→ Records to use
--

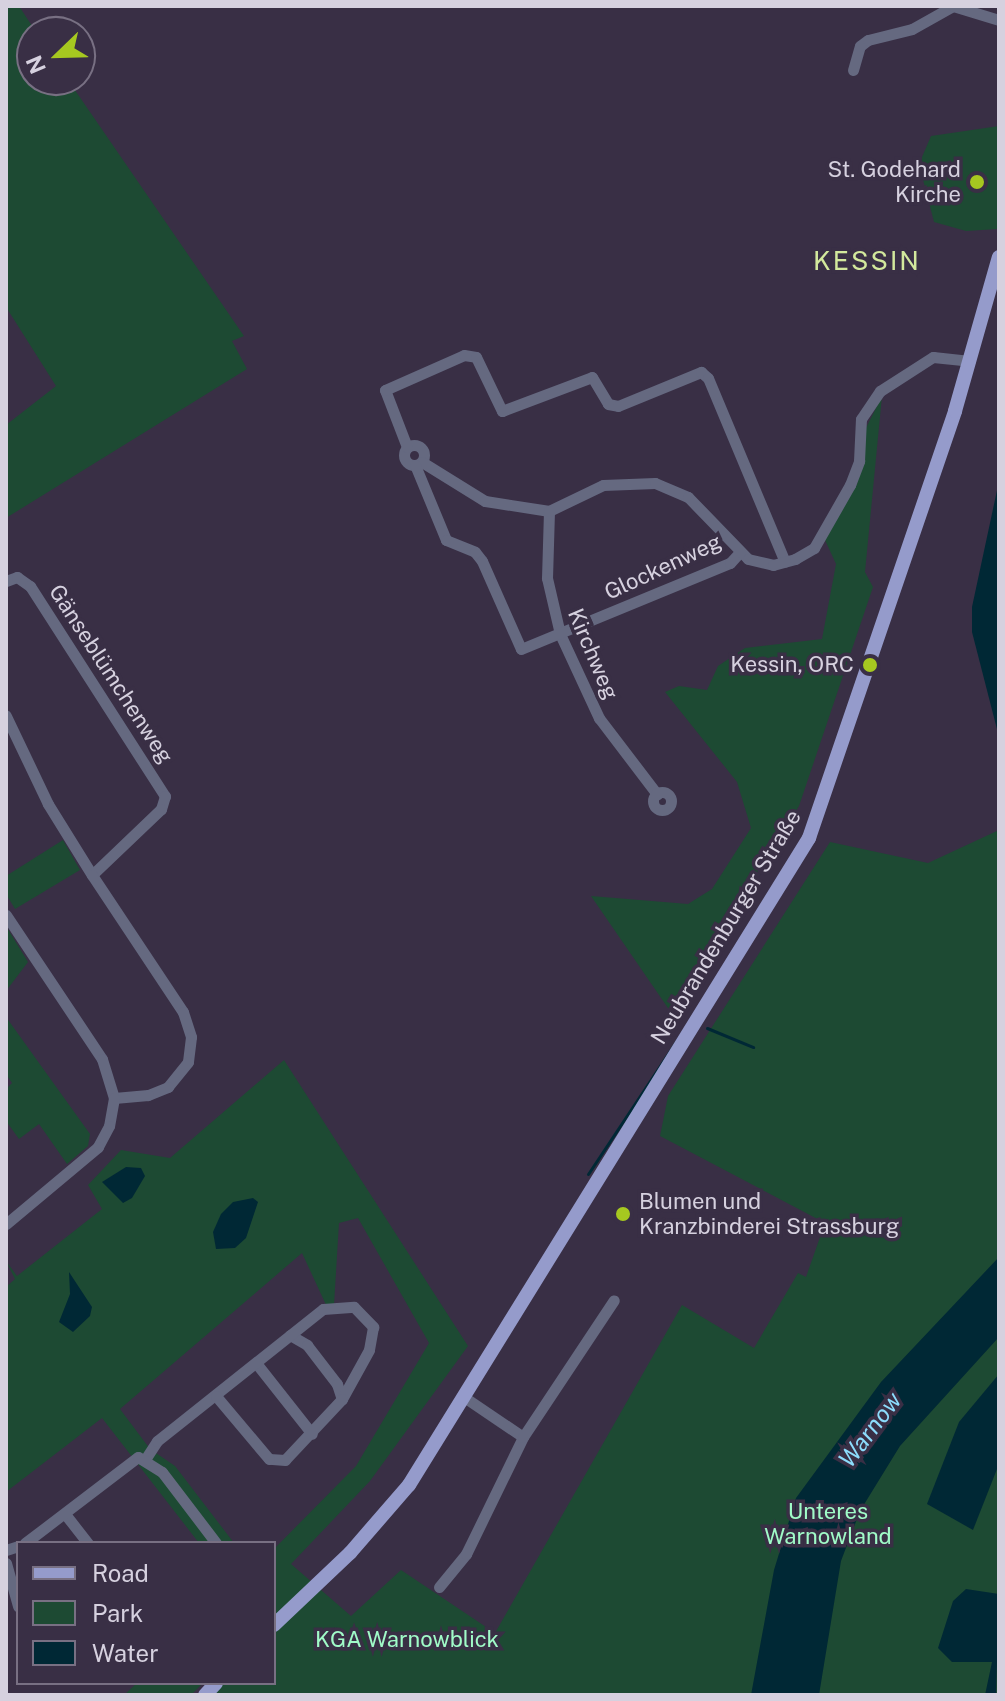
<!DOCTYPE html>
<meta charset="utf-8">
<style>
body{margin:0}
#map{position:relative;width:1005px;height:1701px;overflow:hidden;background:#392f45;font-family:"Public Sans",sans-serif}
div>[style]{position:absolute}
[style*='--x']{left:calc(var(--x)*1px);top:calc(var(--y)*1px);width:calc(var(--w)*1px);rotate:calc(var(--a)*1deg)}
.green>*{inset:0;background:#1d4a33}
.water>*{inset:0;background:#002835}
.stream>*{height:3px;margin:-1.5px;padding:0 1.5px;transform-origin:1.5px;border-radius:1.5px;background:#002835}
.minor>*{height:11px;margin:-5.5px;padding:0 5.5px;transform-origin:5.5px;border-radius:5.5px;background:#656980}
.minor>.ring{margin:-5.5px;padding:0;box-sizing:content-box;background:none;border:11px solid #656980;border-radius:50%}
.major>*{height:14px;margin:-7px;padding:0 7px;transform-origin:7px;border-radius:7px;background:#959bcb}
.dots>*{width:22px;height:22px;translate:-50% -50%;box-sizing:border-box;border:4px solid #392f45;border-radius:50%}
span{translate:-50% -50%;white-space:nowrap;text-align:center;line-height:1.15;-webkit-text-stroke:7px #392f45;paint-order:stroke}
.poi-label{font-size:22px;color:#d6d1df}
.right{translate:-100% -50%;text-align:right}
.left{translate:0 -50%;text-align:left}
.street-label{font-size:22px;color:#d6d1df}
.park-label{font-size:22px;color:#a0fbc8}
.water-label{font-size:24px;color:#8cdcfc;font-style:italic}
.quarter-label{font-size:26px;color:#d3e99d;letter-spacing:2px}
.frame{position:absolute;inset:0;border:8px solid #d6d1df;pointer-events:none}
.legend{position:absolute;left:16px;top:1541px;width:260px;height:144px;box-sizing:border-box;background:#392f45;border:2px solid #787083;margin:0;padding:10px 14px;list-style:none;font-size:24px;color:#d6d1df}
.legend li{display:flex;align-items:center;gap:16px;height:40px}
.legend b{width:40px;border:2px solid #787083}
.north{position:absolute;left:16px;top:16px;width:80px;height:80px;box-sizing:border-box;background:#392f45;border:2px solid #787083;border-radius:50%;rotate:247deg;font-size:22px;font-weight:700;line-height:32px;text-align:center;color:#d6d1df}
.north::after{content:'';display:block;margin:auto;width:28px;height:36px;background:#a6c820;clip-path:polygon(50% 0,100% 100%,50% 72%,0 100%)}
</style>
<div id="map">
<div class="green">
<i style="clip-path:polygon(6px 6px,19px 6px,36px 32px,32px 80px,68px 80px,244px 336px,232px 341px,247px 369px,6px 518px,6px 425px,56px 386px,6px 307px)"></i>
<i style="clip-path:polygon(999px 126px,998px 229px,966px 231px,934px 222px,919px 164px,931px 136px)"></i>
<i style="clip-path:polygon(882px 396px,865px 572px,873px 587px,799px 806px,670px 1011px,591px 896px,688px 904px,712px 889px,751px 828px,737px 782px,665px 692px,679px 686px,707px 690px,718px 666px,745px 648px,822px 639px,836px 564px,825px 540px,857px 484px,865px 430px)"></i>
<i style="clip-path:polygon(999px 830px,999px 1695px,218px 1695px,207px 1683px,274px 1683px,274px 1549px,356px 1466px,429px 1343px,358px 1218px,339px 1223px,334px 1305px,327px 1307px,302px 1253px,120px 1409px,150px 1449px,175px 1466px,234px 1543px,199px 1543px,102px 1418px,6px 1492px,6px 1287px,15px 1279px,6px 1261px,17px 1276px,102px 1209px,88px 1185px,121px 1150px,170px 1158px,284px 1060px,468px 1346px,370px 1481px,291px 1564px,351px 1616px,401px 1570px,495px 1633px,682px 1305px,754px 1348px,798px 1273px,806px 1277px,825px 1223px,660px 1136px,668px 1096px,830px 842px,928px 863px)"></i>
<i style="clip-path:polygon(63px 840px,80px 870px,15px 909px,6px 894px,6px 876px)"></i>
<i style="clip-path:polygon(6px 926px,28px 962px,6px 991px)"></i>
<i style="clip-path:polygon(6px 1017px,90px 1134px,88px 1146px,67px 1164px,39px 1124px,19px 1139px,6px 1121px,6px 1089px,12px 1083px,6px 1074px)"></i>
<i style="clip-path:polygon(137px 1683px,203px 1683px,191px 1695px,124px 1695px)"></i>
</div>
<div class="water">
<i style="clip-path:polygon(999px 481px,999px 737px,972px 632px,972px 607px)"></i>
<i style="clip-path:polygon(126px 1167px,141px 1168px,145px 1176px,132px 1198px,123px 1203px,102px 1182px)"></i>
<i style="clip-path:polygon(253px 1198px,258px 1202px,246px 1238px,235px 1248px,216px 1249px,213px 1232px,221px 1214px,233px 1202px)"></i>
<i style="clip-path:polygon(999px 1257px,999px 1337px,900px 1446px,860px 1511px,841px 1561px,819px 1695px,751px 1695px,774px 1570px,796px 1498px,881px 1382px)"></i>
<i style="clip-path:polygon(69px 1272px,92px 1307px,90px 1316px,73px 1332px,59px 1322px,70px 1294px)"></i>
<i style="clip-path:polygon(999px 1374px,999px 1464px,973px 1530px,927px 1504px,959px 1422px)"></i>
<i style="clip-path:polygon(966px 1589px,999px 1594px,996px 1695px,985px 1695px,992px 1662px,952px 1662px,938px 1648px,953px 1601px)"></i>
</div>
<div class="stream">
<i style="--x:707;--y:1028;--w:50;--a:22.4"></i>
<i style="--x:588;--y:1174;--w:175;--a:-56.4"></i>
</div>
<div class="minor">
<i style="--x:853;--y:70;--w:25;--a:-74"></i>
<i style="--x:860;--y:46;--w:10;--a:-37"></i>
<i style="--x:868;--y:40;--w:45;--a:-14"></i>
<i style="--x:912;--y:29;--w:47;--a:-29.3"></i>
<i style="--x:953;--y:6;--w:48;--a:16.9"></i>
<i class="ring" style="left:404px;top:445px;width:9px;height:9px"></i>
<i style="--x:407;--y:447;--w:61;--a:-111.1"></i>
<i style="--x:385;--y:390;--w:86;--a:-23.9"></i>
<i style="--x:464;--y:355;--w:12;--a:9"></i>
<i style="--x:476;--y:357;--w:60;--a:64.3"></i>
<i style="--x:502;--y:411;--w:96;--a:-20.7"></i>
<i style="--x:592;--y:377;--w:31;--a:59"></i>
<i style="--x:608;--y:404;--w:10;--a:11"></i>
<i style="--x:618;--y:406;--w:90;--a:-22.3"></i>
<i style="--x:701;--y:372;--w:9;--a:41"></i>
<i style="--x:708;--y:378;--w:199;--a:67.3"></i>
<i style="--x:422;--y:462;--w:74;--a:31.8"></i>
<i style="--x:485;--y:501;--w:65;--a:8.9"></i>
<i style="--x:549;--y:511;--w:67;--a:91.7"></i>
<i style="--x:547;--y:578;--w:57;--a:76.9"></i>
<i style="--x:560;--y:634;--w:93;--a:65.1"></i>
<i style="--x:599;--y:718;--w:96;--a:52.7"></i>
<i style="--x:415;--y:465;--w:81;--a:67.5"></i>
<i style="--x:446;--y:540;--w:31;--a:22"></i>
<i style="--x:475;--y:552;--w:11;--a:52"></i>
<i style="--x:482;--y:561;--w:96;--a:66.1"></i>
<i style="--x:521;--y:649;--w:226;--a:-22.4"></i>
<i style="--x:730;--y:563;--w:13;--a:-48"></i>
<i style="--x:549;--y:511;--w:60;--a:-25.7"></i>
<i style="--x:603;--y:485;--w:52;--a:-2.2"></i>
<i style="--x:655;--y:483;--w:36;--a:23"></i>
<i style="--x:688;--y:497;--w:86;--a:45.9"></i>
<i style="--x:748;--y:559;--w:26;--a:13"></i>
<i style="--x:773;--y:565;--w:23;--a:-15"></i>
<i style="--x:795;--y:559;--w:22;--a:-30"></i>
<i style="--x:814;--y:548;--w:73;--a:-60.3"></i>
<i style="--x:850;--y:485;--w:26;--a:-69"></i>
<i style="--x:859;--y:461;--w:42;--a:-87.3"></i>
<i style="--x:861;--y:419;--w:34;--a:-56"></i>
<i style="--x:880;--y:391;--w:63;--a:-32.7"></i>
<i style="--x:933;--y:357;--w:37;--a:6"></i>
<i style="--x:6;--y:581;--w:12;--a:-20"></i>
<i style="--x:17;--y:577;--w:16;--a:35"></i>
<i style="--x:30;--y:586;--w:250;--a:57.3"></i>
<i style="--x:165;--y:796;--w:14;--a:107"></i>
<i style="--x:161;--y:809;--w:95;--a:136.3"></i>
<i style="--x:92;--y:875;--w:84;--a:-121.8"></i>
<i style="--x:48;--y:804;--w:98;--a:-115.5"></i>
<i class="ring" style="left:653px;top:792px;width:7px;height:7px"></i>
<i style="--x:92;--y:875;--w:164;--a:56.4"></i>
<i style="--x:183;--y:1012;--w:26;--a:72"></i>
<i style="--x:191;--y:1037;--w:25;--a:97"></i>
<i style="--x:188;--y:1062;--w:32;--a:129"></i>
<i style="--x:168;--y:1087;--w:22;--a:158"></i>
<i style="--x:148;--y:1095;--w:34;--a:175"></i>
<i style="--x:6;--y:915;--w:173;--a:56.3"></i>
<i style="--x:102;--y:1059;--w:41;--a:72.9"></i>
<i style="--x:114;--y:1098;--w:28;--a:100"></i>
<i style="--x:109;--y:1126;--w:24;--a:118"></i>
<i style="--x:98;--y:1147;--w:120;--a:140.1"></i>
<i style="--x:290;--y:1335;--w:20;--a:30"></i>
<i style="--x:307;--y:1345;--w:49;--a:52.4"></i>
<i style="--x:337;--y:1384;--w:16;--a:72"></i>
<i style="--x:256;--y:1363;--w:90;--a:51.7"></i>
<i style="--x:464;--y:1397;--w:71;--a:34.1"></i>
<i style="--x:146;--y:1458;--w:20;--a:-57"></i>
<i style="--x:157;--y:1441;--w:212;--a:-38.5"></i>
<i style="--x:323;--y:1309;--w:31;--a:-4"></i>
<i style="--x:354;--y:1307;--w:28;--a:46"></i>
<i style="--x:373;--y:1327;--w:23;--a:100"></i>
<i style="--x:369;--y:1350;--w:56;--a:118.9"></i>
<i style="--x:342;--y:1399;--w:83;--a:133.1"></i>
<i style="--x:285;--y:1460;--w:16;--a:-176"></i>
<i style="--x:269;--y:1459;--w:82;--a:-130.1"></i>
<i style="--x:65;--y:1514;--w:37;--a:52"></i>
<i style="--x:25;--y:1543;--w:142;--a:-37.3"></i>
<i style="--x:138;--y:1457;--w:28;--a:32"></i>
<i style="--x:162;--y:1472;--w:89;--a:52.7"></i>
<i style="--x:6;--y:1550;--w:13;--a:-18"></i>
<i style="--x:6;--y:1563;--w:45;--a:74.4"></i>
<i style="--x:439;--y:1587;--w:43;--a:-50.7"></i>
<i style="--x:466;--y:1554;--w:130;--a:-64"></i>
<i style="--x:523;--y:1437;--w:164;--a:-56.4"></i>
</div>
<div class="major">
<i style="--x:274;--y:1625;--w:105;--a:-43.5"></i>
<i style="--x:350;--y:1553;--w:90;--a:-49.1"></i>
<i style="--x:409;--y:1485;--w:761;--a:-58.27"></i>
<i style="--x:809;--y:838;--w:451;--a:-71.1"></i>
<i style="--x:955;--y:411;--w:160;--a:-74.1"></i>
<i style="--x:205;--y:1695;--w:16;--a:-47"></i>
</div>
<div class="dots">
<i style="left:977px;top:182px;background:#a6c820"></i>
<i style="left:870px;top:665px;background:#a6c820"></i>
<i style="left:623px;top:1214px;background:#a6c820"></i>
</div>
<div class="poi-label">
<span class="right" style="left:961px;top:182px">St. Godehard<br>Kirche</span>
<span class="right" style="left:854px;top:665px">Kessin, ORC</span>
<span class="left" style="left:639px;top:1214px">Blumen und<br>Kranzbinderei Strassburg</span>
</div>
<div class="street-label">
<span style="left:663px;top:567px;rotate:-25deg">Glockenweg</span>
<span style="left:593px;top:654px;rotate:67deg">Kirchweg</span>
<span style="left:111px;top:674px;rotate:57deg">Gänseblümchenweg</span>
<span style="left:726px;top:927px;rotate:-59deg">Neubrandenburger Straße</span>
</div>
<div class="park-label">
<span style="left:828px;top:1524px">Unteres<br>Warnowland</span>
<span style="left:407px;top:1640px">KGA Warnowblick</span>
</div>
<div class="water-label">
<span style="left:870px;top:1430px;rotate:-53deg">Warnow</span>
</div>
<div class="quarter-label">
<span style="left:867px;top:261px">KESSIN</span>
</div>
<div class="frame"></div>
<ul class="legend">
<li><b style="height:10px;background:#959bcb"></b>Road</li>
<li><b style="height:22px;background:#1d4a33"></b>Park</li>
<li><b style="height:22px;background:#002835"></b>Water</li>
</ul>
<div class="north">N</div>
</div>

--

→ Task objective
On how many lines above does the word "stream" appear? Answer with that figure only.

→ Output below
2